> _SUPPLIED DATA_:
========================================

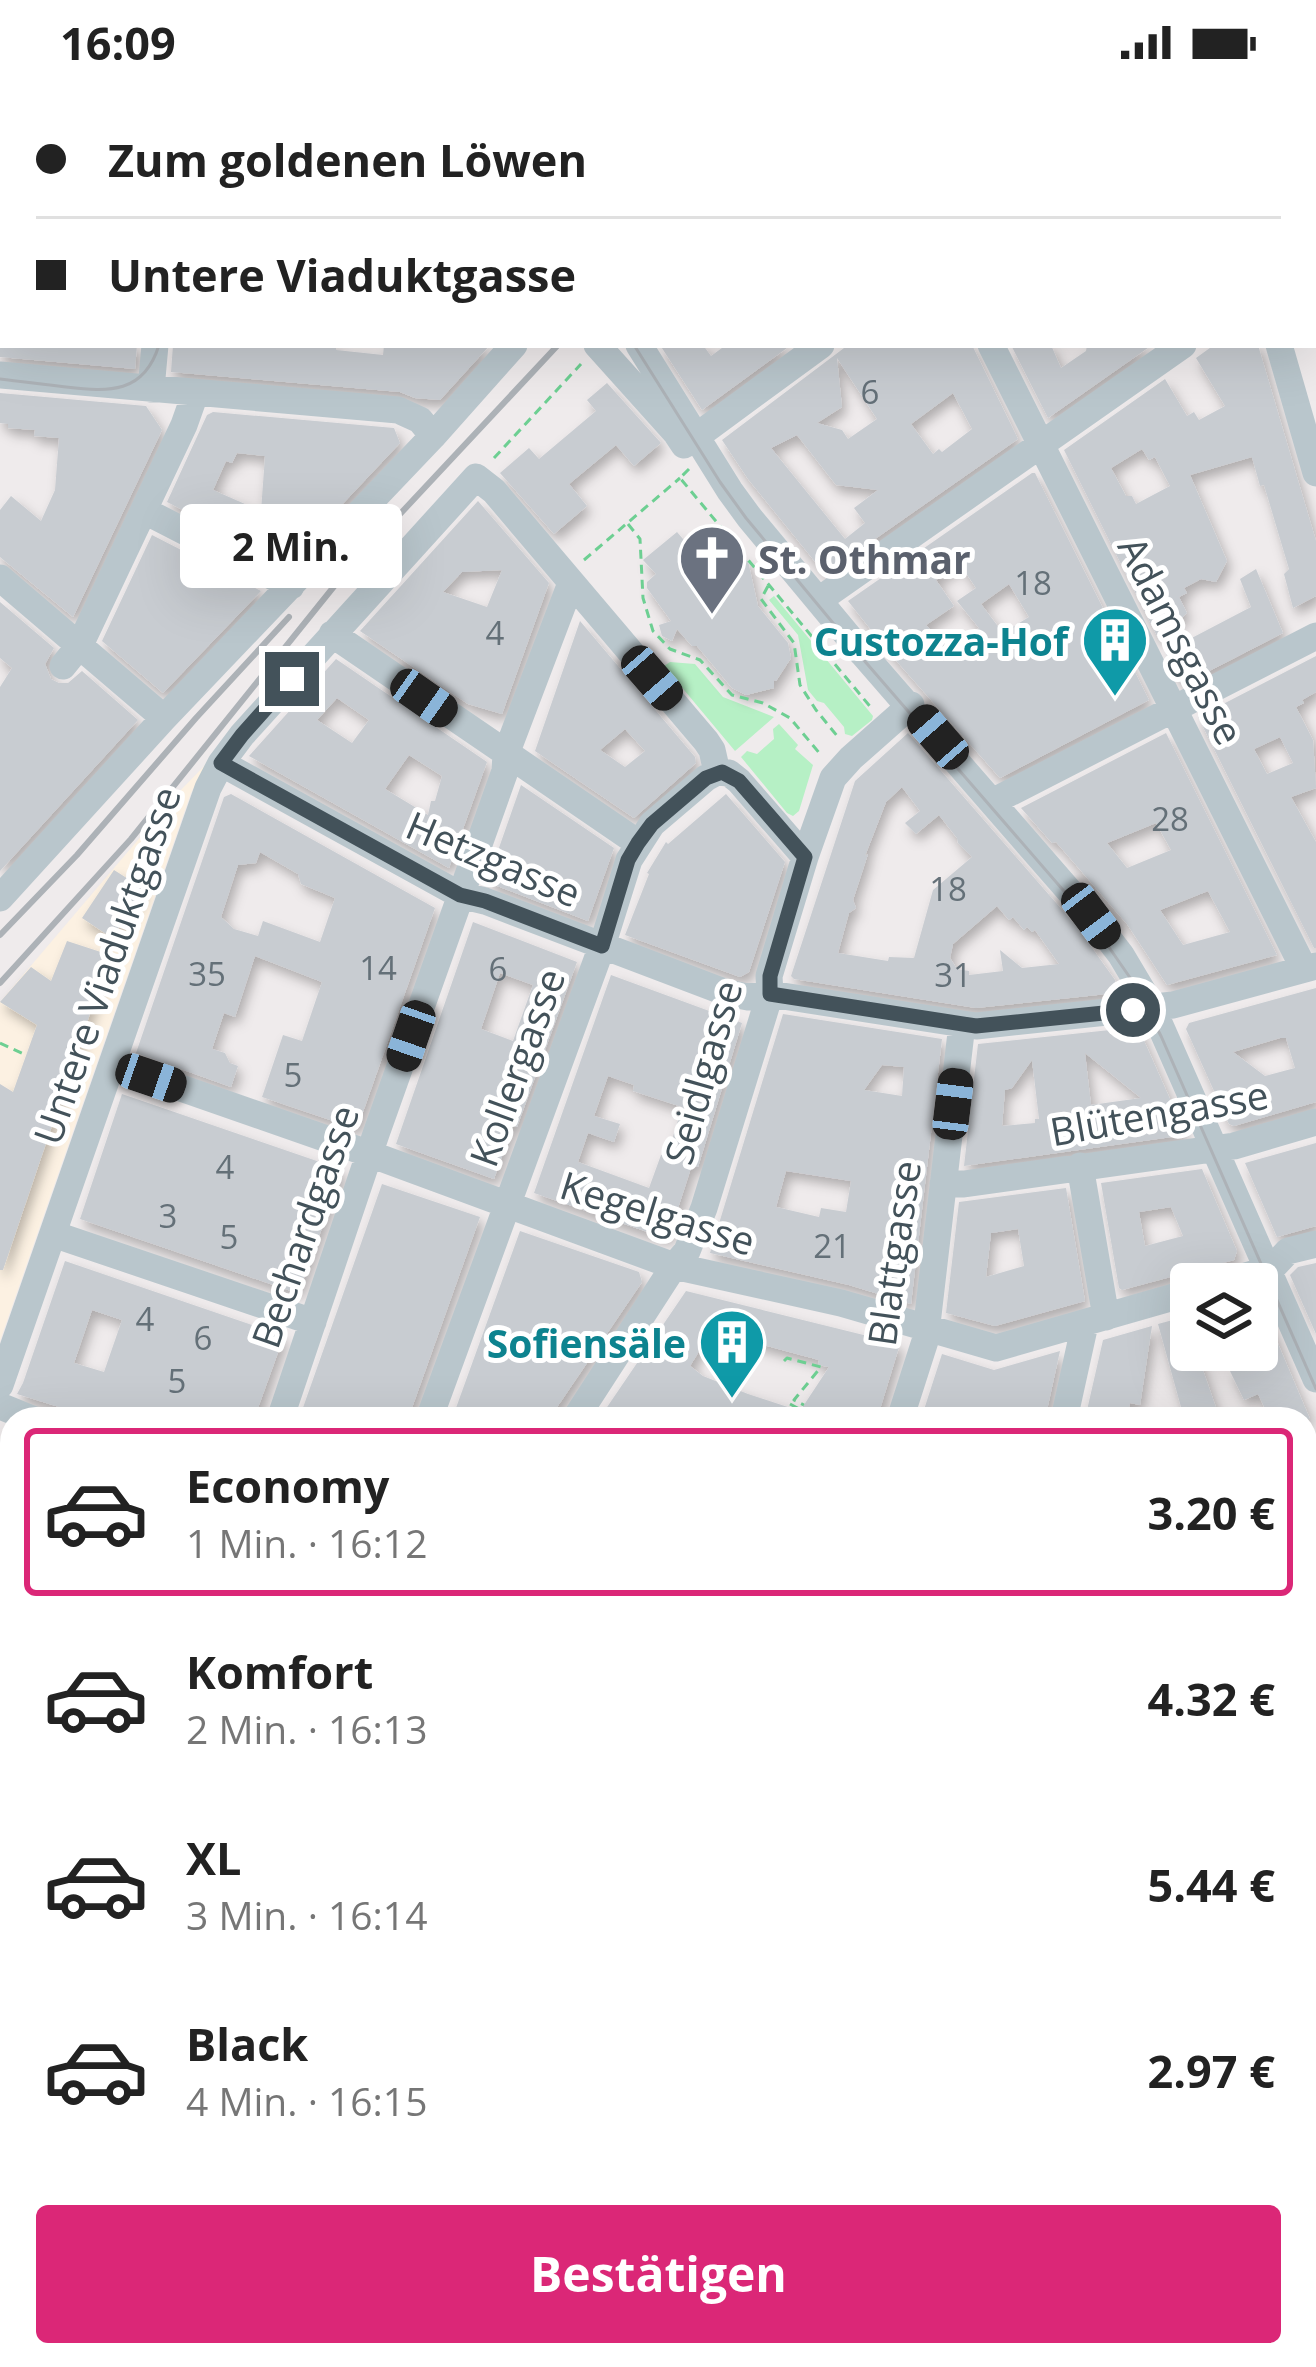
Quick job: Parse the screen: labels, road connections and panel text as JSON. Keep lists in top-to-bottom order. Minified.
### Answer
{"streets":{"street":["Adamsgasse","Hetzgasse","Untere Viaduktgasse","Kollergasse","Seidlgasse","Blütengasse","Kegelgasse","Bechardgasse","Blattgasse"]},"crossings":[["Adamsgasse","Hetzgasse"],["Hetzgasse","Untere Viaduktgasse"],["Hetzgasse","Kollergasse"],["Hetzgasse","Seidlgasse"],["Hetzgasse","Bechardgasse"],["Hetzgasse","Blattgasse"],["Untere Viaduktgasse","Kegelgasse"],["Kollergasse","Kegelgasse"],["Seidlgasse","Kegelgasse"],["Blütengasse","Blattgasse"],["Kegelgasse","Bechardgasse"],["Kegelgasse","Blattgasse"]],"places":{"church":["St. Othmar"],"building":["Custozza-Hof","Sofiensäle"]},"house_numbers":["6","18","4","28","18","14","6","35","31","5","4","3","5","21","4","6","5"],"page":{"status":"16:09","banner":["Zum goldenen Löwen","Untere Viaduktgasse"],"bubble":"2 Min.","list":[{"name":"Economy","note":"1 Min. · 16:12","value":"3.20 €"},{"name":"Komfort","note":"2 Min. · 16:13","value":"4.32 €"},{"name":"XL","note":"3 Min. · 16:14","value":"5.44 €"},{"name":"Black","note":"4 Min. · 16:15","value":"2.97 €"}],"buttons":"Bestätigen"}}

========================================

> _THE TASK_: Copy the data word for word. Pictures do not go in the copy.

> _RESULT BELOW_:
Quick job: Parse the screen: labels, road connections and panel text as JSON. Keep lists in top-to-bottom order. Minified.
### Answer
{"streets":{"street":["Adamsgasse","Hetzgasse","Untere Viaduktgasse","Kollergasse","Seidlgasse","Blütengasse","Kegelgasse","Bechardgasse","Blattgasse"]},"crossings":[["Adamsgasse","Hetzgasse"],["Hetzgasse","Untere Viaduktgasse"],["Hetzgasse","Kollergasse"],["Hetzgasse","Seidlgasse"],["Hetzgasse","Bechardgasse"],["Hetzgasse","Blattgasse"],["Untere Viaduktgasse","Kegelgasse"],["Kollergasse","Kegelgasse"],["Seidlgasse","Kegelgasse"],["Blütengasse","Blattgasse"],["Kegelgasse","Bechardgasse"],["Kegelgasse","Blattgasse"]],"places":{"church":["St. Othmar"],"building":["Custozza-Hof","Sofiensäle"]},"house_numbers":["6","18","4","28","18","14","6","35","31","5","4","3","5","21","4","6","5"],"page":{"status":"16:09","banner":["Zum goldenen Löwen","Untere Viaduktgasse"],"bubble":"2 Min.","list":[{"name":"Economy","note":"1 Min. · 16:12","value":"3.20 €"},{"name":"Komfort","note":"2 Min. · 16:13","value":"4.32 €"},{"name":"XL","note":"3 Min. · 16:14","value":"5.44 €"},{"name":"Black","note":"4 Min. · 16:15","value":"2.97 €"}],"buttons":"Bestätigen"}}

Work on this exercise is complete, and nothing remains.